<<<<

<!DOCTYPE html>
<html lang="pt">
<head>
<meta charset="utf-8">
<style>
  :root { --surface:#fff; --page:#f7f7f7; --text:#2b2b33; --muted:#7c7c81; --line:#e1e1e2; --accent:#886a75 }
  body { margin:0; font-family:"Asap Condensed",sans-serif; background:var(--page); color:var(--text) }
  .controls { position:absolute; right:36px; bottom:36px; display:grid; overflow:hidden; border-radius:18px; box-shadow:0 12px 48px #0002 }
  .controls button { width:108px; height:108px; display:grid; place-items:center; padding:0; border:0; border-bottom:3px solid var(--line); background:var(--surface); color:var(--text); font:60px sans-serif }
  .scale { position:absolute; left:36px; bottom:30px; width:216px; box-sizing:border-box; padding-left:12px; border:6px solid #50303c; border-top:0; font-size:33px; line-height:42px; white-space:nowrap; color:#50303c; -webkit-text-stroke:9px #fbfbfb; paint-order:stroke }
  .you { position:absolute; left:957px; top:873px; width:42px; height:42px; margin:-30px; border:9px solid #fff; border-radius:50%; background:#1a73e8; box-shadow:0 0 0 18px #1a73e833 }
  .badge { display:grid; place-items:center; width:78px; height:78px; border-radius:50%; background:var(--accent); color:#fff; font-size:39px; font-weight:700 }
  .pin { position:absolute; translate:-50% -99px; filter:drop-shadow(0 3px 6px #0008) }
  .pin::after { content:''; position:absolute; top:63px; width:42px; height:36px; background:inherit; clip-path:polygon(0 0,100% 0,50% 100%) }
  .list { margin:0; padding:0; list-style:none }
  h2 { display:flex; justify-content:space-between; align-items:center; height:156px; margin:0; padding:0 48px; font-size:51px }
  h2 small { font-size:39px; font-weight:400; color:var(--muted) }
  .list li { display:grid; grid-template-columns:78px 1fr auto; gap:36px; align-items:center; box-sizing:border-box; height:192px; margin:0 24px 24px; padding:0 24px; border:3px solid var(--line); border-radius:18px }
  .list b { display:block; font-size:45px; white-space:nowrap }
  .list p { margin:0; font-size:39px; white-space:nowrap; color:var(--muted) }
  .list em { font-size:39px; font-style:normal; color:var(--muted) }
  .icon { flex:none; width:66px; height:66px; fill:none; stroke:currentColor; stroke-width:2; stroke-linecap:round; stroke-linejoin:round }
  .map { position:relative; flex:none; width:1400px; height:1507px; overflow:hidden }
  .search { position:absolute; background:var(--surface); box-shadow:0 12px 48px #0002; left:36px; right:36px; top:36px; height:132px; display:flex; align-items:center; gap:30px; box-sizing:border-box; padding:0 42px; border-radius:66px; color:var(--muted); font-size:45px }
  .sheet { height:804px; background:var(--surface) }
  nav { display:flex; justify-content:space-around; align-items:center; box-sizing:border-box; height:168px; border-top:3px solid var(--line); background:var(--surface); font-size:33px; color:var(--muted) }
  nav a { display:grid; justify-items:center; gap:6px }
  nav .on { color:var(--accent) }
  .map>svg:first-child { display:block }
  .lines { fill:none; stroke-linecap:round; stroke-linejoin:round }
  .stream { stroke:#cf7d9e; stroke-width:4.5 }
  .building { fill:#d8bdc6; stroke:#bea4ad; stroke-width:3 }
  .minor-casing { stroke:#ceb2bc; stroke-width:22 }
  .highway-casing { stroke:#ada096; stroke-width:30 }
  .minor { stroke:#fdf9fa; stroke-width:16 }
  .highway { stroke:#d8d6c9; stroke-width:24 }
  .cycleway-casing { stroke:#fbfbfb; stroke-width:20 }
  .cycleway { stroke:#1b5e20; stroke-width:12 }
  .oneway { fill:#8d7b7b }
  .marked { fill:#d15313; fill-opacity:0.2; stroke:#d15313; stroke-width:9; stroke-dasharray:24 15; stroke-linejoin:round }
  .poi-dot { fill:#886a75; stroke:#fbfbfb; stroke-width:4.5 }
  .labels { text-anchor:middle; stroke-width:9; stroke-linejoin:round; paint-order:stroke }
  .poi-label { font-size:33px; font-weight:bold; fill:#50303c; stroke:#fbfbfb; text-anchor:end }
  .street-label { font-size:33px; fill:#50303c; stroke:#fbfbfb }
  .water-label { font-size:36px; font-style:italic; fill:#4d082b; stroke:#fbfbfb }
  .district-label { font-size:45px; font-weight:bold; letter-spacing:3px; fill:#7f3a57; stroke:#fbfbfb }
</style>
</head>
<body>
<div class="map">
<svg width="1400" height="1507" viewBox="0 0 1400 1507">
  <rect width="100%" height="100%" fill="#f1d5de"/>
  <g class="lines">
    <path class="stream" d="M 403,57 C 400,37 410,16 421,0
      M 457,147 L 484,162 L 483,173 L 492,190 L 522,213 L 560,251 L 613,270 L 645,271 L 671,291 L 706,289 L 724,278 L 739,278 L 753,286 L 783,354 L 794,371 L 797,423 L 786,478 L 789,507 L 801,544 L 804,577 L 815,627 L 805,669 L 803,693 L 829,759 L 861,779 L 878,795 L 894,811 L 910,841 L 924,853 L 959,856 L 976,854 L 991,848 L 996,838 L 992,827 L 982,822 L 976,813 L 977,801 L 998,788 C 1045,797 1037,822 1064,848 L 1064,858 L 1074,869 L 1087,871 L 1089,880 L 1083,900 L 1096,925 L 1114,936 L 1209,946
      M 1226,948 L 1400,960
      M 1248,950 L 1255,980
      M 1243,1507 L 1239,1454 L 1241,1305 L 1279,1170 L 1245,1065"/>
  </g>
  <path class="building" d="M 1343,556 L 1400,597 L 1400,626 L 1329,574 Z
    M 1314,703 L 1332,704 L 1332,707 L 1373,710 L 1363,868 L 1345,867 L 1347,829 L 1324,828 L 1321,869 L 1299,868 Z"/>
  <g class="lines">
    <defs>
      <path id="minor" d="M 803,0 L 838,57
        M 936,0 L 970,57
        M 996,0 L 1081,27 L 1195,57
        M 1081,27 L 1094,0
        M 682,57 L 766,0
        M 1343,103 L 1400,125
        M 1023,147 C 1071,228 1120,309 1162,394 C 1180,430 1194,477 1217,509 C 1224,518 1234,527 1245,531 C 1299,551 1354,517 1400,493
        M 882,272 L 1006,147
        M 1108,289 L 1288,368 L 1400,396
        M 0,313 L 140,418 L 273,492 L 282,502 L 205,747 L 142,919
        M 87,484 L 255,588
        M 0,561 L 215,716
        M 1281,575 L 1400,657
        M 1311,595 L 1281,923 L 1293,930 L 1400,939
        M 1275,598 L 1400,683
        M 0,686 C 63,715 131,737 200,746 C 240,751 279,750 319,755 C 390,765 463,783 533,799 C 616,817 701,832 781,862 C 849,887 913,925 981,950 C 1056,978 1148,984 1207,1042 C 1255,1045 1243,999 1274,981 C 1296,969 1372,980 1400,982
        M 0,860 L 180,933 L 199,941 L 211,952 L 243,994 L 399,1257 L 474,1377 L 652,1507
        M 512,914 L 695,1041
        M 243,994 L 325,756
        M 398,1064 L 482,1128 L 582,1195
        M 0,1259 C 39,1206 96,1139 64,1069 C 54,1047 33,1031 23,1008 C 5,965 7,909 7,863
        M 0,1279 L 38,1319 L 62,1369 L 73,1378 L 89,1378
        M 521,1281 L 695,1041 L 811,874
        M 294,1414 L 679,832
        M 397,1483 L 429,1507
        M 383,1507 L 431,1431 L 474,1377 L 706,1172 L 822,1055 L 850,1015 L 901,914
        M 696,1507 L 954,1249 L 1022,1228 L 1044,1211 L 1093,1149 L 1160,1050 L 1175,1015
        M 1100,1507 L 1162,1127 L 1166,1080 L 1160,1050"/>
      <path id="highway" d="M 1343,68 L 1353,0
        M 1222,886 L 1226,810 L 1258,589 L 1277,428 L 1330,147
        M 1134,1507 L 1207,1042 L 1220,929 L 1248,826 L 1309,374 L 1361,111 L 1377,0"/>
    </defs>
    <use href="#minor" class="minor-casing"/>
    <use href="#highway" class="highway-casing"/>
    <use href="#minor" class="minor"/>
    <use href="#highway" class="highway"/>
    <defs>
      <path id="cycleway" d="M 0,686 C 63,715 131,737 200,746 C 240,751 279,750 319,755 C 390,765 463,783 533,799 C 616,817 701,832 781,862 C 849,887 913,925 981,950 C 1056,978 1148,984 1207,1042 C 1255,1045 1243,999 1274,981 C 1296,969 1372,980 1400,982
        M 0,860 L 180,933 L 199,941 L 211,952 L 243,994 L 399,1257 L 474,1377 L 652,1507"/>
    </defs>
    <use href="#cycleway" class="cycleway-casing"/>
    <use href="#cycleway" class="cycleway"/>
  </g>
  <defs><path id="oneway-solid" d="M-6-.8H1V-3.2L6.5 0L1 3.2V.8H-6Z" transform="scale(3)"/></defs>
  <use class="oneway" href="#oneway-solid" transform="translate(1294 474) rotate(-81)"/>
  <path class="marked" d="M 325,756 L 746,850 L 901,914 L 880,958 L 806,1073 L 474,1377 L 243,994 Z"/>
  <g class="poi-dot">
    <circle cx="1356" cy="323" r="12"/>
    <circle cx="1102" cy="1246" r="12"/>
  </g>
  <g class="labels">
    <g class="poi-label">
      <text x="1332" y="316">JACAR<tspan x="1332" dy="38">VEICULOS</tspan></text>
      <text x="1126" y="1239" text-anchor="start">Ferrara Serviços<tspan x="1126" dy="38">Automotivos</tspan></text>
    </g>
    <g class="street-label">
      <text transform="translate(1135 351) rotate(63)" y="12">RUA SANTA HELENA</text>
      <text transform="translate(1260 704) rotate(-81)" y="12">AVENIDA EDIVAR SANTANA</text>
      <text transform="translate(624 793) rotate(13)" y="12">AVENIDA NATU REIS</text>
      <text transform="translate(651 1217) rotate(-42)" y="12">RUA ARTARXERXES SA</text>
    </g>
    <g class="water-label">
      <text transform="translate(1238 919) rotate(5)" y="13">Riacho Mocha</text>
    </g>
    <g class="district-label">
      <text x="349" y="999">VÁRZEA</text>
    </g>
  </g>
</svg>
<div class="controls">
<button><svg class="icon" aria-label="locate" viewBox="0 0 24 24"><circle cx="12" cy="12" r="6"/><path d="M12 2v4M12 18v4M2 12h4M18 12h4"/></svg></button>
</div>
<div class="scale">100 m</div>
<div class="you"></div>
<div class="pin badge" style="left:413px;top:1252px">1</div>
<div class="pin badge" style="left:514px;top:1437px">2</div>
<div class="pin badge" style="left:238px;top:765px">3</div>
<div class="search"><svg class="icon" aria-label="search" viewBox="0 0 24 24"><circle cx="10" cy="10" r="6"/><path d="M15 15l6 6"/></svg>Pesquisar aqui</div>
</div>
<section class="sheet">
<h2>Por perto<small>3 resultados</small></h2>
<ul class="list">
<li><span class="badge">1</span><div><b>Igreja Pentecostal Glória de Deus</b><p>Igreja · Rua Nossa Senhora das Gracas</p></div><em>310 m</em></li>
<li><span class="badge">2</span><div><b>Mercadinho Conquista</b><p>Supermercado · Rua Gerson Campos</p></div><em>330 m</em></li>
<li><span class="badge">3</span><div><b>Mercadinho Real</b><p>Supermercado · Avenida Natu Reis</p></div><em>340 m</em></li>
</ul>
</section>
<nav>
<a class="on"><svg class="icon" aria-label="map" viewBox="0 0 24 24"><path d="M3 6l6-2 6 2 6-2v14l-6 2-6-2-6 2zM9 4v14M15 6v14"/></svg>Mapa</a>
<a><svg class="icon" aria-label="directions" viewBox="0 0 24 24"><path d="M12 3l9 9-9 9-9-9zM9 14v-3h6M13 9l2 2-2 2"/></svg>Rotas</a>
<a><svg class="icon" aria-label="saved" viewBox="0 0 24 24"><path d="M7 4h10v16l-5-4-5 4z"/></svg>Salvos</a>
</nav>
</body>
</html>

>>>>

# Problem details
What are the lines above, starting at the one with "position:absolute; left:36px; bottom:30px;" and ending at the one with "display:grid; place-items:center; width:78px;"? Give them again exactly, and only them.

# Task response
  .scale { position:absolute; left:36px; bottom:30px; width:216px; box-sizing:border-box; padding-left:12px; border:6px solid #50303c; border-top:0; font-size:33px; line-height:42px; white-space:nowrap; color:#50303c; -webkit-text-stroke:9px #fbfbfb; paint-order:stroke }
  .you { position:absolute; left:957px; top:873px; width:42px; height:42px; margin:-30px; border:9px solid #fff; border-radius:50%; background:#1a73e8; box-shadow:0 0 0 18px #1a73e833 }
  .badge { display:grid; place-items:center; width:78px; height:78px; border-radius:50%; background:var(--accent); color:#fff; font-size:39px; font-weight:700 }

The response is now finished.